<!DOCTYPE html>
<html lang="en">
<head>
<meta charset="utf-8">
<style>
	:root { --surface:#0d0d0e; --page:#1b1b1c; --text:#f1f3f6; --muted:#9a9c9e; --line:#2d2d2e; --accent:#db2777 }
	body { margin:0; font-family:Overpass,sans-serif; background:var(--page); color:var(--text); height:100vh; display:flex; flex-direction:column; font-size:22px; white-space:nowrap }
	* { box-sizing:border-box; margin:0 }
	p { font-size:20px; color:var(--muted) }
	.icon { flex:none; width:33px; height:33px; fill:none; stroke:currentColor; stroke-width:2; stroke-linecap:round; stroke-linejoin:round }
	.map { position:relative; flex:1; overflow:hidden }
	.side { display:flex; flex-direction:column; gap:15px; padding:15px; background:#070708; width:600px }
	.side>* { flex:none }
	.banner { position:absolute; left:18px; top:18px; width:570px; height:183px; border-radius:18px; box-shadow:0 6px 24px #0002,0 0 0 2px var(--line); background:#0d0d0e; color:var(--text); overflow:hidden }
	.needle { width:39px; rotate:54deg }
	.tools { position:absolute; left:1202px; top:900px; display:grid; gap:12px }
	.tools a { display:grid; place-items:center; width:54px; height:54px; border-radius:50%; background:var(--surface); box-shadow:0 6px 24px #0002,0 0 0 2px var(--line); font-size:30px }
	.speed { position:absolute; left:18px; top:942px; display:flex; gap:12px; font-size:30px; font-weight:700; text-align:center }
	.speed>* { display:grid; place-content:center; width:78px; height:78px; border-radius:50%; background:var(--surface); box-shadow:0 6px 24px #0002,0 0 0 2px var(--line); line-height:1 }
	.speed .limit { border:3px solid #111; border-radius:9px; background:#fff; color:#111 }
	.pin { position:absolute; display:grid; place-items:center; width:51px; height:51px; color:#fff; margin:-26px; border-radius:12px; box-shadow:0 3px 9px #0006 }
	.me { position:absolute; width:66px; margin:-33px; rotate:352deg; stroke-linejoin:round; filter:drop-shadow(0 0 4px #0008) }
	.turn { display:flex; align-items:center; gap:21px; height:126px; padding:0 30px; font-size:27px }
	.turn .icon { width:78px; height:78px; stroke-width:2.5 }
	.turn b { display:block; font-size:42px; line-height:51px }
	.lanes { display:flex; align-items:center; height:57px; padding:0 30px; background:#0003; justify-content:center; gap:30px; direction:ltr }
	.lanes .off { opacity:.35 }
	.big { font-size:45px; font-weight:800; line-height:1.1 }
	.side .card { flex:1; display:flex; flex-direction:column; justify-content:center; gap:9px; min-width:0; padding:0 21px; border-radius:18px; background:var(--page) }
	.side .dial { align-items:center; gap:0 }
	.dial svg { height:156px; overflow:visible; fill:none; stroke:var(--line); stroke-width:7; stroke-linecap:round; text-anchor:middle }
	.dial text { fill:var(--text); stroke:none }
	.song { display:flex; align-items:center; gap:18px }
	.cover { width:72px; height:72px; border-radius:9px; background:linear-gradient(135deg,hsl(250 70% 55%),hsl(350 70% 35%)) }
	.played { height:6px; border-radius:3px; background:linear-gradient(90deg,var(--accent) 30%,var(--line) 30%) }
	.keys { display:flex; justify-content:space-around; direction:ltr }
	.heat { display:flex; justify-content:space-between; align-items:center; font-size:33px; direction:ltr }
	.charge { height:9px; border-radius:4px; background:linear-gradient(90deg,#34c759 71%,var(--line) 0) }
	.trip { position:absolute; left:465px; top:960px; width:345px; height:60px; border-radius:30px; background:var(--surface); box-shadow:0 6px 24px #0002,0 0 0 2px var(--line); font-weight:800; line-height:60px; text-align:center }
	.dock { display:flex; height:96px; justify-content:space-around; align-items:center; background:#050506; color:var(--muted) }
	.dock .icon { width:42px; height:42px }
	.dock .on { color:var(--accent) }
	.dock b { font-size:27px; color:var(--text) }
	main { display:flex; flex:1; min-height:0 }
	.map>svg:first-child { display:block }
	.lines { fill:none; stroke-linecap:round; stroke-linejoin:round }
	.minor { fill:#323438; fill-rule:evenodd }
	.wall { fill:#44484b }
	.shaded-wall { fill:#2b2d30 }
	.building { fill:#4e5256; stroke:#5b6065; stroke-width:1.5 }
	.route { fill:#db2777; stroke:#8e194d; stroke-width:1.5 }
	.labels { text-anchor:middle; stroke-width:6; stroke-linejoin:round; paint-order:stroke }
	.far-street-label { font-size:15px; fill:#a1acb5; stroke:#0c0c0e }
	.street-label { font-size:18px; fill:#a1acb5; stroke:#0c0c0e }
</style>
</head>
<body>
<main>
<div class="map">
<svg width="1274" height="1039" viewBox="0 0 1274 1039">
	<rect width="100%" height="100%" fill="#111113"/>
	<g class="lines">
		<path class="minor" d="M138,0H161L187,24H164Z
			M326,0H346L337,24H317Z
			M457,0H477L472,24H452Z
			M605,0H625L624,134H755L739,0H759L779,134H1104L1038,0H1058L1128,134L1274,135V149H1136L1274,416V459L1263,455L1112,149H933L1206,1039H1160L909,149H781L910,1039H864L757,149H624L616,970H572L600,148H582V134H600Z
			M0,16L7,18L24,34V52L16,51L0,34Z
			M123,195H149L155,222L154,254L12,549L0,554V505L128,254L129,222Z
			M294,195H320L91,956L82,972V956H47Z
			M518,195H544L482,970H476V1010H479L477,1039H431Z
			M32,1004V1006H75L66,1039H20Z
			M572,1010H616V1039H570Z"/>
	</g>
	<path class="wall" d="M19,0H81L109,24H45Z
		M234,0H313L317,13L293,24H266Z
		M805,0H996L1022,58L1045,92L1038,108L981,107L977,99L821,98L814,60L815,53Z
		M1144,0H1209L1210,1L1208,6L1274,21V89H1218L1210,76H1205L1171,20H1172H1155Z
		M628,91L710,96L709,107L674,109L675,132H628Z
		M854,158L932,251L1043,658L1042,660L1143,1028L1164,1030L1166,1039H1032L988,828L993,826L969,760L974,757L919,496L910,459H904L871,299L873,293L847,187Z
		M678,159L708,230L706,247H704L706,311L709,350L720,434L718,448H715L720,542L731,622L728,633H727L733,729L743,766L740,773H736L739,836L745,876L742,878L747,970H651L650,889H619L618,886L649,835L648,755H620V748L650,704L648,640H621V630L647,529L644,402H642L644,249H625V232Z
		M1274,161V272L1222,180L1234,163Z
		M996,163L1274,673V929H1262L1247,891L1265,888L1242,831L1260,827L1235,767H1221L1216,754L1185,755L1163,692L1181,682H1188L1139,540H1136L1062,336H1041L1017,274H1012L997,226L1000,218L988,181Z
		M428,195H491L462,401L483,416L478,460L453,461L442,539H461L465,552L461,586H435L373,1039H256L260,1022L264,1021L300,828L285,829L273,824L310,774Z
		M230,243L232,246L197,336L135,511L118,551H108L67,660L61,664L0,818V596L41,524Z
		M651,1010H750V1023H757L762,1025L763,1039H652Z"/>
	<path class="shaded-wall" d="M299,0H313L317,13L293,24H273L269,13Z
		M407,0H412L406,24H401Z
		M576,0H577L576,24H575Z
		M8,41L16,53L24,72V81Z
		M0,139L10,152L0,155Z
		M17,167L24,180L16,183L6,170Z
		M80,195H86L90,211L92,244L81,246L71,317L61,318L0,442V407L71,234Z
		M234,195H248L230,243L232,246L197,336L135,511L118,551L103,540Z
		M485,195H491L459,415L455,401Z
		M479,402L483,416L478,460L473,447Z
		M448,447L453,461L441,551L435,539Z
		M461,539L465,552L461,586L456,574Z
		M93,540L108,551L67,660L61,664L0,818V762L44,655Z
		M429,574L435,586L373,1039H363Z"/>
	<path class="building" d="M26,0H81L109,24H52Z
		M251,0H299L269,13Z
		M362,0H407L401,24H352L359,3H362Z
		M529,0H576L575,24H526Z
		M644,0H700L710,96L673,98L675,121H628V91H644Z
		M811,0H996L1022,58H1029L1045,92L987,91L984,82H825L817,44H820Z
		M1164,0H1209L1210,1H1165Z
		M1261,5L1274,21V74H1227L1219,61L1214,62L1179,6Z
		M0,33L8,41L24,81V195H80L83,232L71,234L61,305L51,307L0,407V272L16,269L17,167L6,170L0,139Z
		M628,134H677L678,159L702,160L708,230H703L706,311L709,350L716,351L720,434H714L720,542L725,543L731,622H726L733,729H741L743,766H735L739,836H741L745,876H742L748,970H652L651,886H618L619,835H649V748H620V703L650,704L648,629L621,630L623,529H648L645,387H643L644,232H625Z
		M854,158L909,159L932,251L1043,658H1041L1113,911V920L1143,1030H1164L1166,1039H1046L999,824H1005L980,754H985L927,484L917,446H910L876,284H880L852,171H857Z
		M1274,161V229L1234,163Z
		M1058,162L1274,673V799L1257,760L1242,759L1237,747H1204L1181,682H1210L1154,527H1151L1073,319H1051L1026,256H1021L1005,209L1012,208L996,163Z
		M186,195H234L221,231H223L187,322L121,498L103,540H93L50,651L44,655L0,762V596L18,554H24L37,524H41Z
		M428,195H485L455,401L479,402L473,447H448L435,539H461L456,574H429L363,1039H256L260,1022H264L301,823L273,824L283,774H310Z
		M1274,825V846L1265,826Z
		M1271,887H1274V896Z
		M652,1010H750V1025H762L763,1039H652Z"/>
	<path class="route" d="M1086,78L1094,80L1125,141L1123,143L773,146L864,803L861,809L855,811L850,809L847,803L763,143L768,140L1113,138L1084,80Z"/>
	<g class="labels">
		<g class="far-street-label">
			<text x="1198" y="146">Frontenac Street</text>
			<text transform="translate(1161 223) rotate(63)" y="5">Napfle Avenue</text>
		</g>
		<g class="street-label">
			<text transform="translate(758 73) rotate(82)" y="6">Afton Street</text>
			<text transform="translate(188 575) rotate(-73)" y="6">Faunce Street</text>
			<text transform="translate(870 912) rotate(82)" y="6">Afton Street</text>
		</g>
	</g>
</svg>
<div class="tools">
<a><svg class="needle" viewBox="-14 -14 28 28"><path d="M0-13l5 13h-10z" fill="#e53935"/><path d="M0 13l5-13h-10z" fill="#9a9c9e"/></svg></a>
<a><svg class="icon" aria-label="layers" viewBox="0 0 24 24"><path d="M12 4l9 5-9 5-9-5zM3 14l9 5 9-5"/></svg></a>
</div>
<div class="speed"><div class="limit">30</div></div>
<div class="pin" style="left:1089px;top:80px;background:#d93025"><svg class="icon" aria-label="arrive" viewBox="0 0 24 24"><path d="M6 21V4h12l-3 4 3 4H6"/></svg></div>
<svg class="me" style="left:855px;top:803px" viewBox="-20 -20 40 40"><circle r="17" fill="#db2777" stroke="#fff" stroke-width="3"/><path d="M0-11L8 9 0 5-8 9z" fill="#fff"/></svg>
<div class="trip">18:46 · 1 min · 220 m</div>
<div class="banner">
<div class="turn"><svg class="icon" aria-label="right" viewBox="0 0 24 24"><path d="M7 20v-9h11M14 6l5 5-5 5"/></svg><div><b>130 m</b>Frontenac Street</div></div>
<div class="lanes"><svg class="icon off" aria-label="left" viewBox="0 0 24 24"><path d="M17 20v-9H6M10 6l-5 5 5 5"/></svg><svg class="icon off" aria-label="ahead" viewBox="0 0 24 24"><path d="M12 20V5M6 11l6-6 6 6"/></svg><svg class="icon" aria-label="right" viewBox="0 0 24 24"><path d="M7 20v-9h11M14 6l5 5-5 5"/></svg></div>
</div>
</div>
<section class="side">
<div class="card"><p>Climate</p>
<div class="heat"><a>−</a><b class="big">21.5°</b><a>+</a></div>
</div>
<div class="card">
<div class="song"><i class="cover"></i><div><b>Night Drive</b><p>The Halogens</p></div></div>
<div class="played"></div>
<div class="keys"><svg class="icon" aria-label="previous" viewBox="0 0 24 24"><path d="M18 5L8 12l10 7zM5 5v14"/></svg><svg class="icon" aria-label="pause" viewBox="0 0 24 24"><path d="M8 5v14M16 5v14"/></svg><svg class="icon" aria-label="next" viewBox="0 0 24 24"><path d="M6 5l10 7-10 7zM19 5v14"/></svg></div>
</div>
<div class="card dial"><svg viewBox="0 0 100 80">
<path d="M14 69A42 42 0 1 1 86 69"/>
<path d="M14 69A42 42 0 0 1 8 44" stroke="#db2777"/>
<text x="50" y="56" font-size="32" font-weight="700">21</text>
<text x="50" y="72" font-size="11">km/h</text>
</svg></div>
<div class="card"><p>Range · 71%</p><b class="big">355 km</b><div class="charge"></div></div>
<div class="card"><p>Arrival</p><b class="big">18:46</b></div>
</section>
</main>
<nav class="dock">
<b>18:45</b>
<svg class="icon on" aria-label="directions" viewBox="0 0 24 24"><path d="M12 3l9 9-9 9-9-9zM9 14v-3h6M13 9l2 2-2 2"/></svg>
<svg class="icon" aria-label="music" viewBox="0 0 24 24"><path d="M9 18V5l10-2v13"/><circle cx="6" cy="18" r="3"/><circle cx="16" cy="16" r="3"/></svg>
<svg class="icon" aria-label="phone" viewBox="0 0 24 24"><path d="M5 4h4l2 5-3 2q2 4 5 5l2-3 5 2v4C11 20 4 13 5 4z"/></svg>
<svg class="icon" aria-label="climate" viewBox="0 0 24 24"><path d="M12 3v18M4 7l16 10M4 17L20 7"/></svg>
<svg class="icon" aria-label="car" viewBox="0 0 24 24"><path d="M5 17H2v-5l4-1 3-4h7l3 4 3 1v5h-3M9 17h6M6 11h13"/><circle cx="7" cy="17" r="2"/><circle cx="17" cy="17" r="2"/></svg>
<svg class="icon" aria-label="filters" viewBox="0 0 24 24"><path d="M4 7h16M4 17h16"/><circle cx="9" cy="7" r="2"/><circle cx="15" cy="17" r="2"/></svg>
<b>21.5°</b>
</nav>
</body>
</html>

## Assignment:
Could you count how many lines of the listing above contain the word "hidden" and give only that number?

## The completed task:
2